The 21st century version of the EAC is fashioned along the lines of the European Union, which has monetary union of 27 member countries and one central bank. The EU is currently battling debt troubles among its key economies, like Greece, Italy and Spain, pushing analysts to speculate that EAC monetary union may mean more of the same trouble in Africa.
Richard Sezibera, the Rwanda-based secretary general of the EAC, says uncertainties created by the financial crisis in the EU—the biggest financier of the protocol in terms of funds and technical assistance—won’t affect the EAC.
“Although the East African Monetary Union (EAMU) has been patterned on the Euro Monetary Union, lessons drawn from the ongoing crisis and also the 2008 world financial crisis will ultimately shape it,” he says.
Chandaria, like Sezibera, is stubbornly optimistic, even if the dream of union remains about as elusive as democracy in some of the East African states.
“We are finding it very difficult,” he says with zeal. “Will it really work? That’s the question we were discussing at our regional forums. People are still Kenyan, Tanzanian or Ugandan. It can’t work like that. We need to get to a level where we are East African first, East African second, East African third and the rest can follow… You have to know your business and how to tackle the differences… Otherwise, you will be killed.”
There are plenty of flies in the ointment. Chandaria says Tanzania wants to be in the Southern Africa Development Community (SADC) and EAC at the same time, while Uganda is fiercely protective of its markets against bigger and ferocious business rivals from Kenya. Kenya and Uganda are in COMESA, from which Tanzania pulled out a few years ago. Not so good for a budding economic bloc.
“It is not working the way we wanted. We are just creating unnecessary jobs for so many people instead of building institutions and teaching the people to get the best out of it, so we can get better GDP,” says Chandaria.
The EAC aims to improve earnings for member countries, but every country differs—politically, legally and culturally—making it hard for companies to operate cross-border businesses.

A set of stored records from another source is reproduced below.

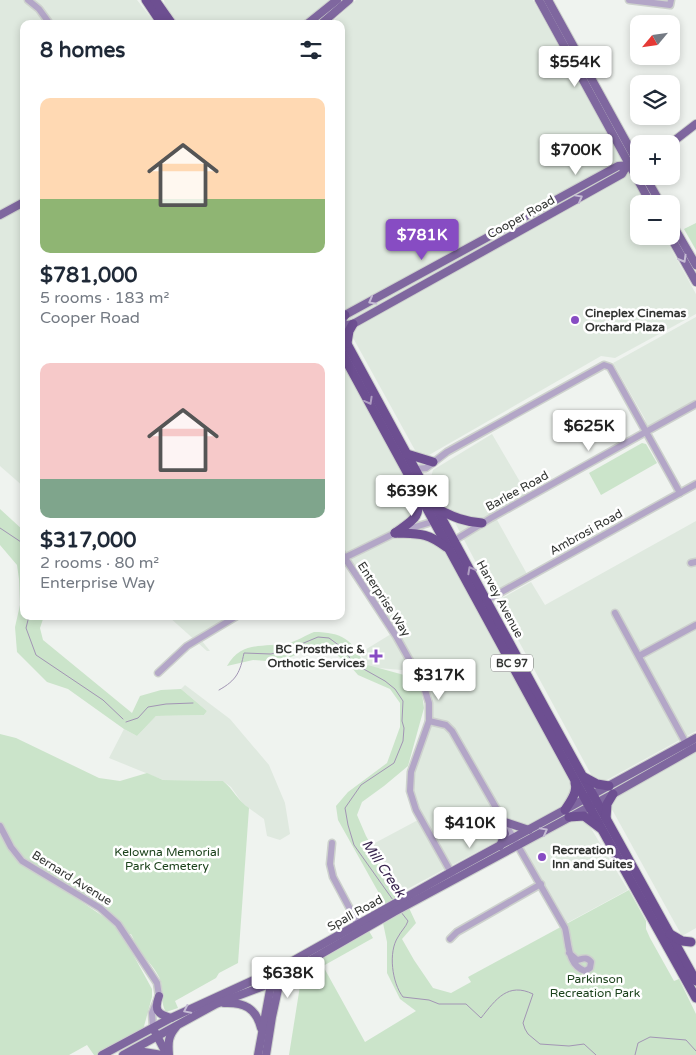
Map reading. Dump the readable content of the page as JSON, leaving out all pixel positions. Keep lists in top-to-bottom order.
{
  "streets": {
    "highway": ["Harvey Avenue", "BC 97"],
    "main road": ["Cooper Road", "Spall Road"],
    "street": [
      "Barlee Road",
      "Ambrosi Road",
      "Enterprise Way",
      "Bernard Avenue"
    ]
  },
  "crossings": [
    ["Barlee Road", "Harvey Avenue"],
    ["Ambrosi Road", "Harvey Avenue"],
    ["Enterprise Way", "Spall Road"],
    ["Harvey Avenue", "Spall Road"]
  ],
  "water": ["Mill Creek"],
  "parks": ["Kelowna Memorial Park Cemetery", "Parkinson Recreation Park"],
  "places": {
    "other": ["Cineplex Cinemas Orchard Plaza", "Recreation Inn and Suites"],
    "health": ["BC Prosthetic & Orthotic Services"]
  },
  "north": "bottom left",
  "page": {
    "map_buttons": ["+", "−"],
    "heading": "8 homes",
    "price": [
      "$554K",
      "$700K",
      "$781K",
      "$625K",
      "$639K",
      "$317K",
      "$410K",
      "$638K"
    ],
    "list": [
      {
        "name": "$781,000",
        "note": "5 rooms · 183 m² · Cooper Road"
      },
      {
        "name": "$317,000",
        "note": "2 rooms · 80 m² · Enterprise Way"
      }
    ]
  }
}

Even the EAC secretariat acknowledges this. “Following the completion of the ratification of the protocol on the common market, the complex and long march towards transforming the EAC region into a common or single market begins with resolve and fervor,” said EAC secretary general Juma Mwapachu during the launch on July 1, 2010. “It is important to underline the words ‘complex and long march’.”
The process is complex in terms of what is required to be undertaken at the levels of the partner states and in certain respects, at the level of the EAC itself. All five countries have a common external tariff; an identical tax applied to imports from outside the bloc, and they allow duty-free regional trade with the exception of Kenya, the largest and most advanced economy of the five. The common market aims to build on this and enable the free movement of people, capital and services, and abolish import duties.
The EAC’s ambitions go beyond pure economics. The plan is for the common currency in 2012 to set up the groundwork for a political federation by 2020. Yet the other member states worry that Kenya, which is the economic powerhouse of the five, could end up being the dominant player.
It’s easy to understand why Chandaria, the son of a former shop attendant who built the business empire, is so passionate about integration. A Kenyan-born entrepreneur who returned from studies abroad to take charge of the family business, Chandaria has worked in Uganda, Tanzania and Kenya. In the past 50 years, the Chandaria family has transformed a scrappy medium-ranked business into a major global player with some of the most coveted brands, including roofing iron sheets, electronics, software, kitchenware, pots and pans. He won’t give figures about the net worth—the businesses are jealously private—but simple calculation points to a conglomerate worth millions of dollars.
Comcraft has invested in steel rolling, aluminizing, galvanizing, color coating and profiling. The companies include Mabati Rolling Mills Ltd in Kenya, Aluminium Africa Ltd (Alaf Ltd) in Tanzania, Uganda Baati, Safintra Steel in Zambia, Safintra Steel in Mozambique and Safintra Steel in Malawi. The others are Safintra Johannesburg, Safintra Durban, Safintra Cape Town, Safal Steel in Cato Ridge near Durban and Midget Steel in Nigeria. The group also has a presence in the pipe and section manufacturing division in Insteel Ltd in Kenya, Alaf Ltd Tanzania, Uganda Baati and Hoech Pipe in Nigeria.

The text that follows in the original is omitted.